__WHAT IS REQUIRED__:
Look through the data below, tally the lines where "text" occurs, and write the total alone.

Data entries
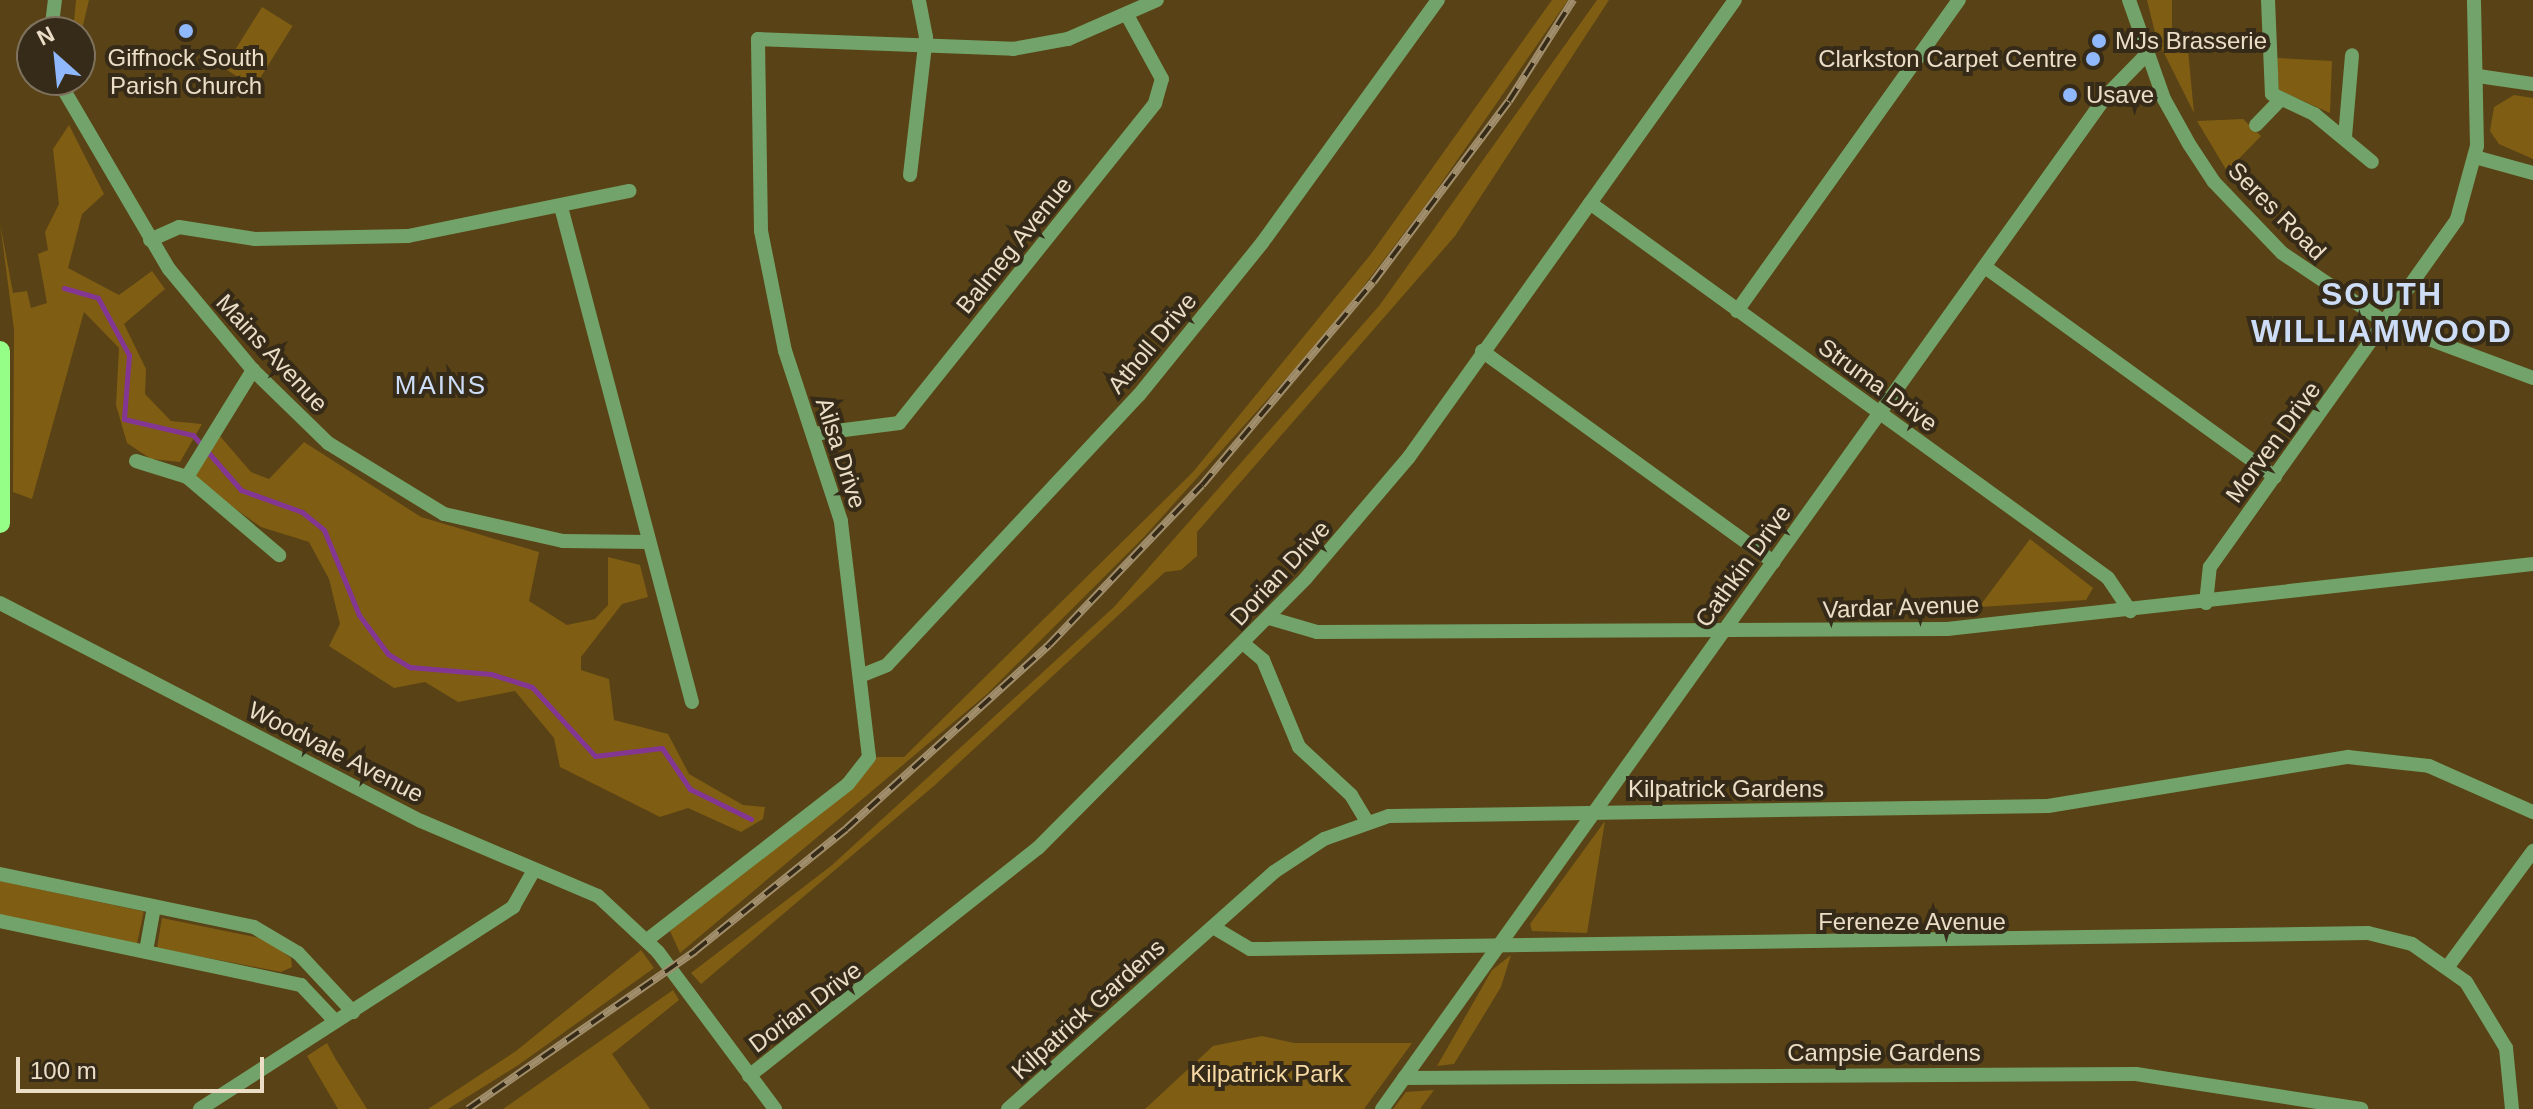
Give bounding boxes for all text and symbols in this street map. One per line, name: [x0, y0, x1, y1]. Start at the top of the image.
north arrow: [16, 16, 96, 96]
text: N: [33, 21, 59, 51]
marker: Giffnock South Parish Church: [177, 22, 195, 40]
place label: MJs Brasserie: [2115, 27, 2267, 55]
marker: MJs Brasserie: [2090, 32, 2108, 50]
place label: Giffnock South Parish Church: [108, 44, 264, 100]
place label: Clarkston Carpet Centre: [1818, 45, 2077, 73]
marker: Clarkston Carpet Centre: [2084, 50, 2102, 68]
place label: Usave: [2086, 81, 2154, 109]
marker: Usave: [2061, 86, 2079, 104]
street label: Seres Road: [2222, 156, 2332, 266]
street label: Balmeg Avenue: [950, 170, 1078, 320]
district label: SOUTH WILLIAMWOOD: [2251, 276, 2513, 351]
street label: Atholl Drive: [1102, 287, 1202, 399]
street label: Mains Avenue: [210, 288, 334, 418]
street label: Struma Drive: [1813, 332, 1943, 438]
district label: MAINS: [395, 370, 487, 402]
street label: Morven Drive: [2219, 376, 2327, 508]
street label: Ailsa Drive: [810, 394, 872, 512]
street label: Cathkin Drive: [1689, 499, 1797, 633]
street label: Dorian Drive: [1224, 514, 1336, 632]
street label: Vardar Avenue: [1822, 590, 1980, 624]
street label: Woodvale Avenue: [243, 695, 429, 809]
street label: Kilpatrick Gardens: [1628, 775, 1824, 803]
street label: Fereneze Avenue: [1817, 908, 2007, 936]
street label: Kilpatrick Gardens: [1006, 933, 1170, 1085]
street label: Dorian Drive: [743, 955, 867, 1059]
street label: Campsie Gardens: [1787, 1039, 1981, 1067]
scale bar: [20, 1041, 268, 1091]
text: 100 m: [30, 1057, 97, 1084]
park label: Kilpatrick Park: [1190, 1060, 1344, 1088]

__OUTPUT OF THE EXERCISE__:
3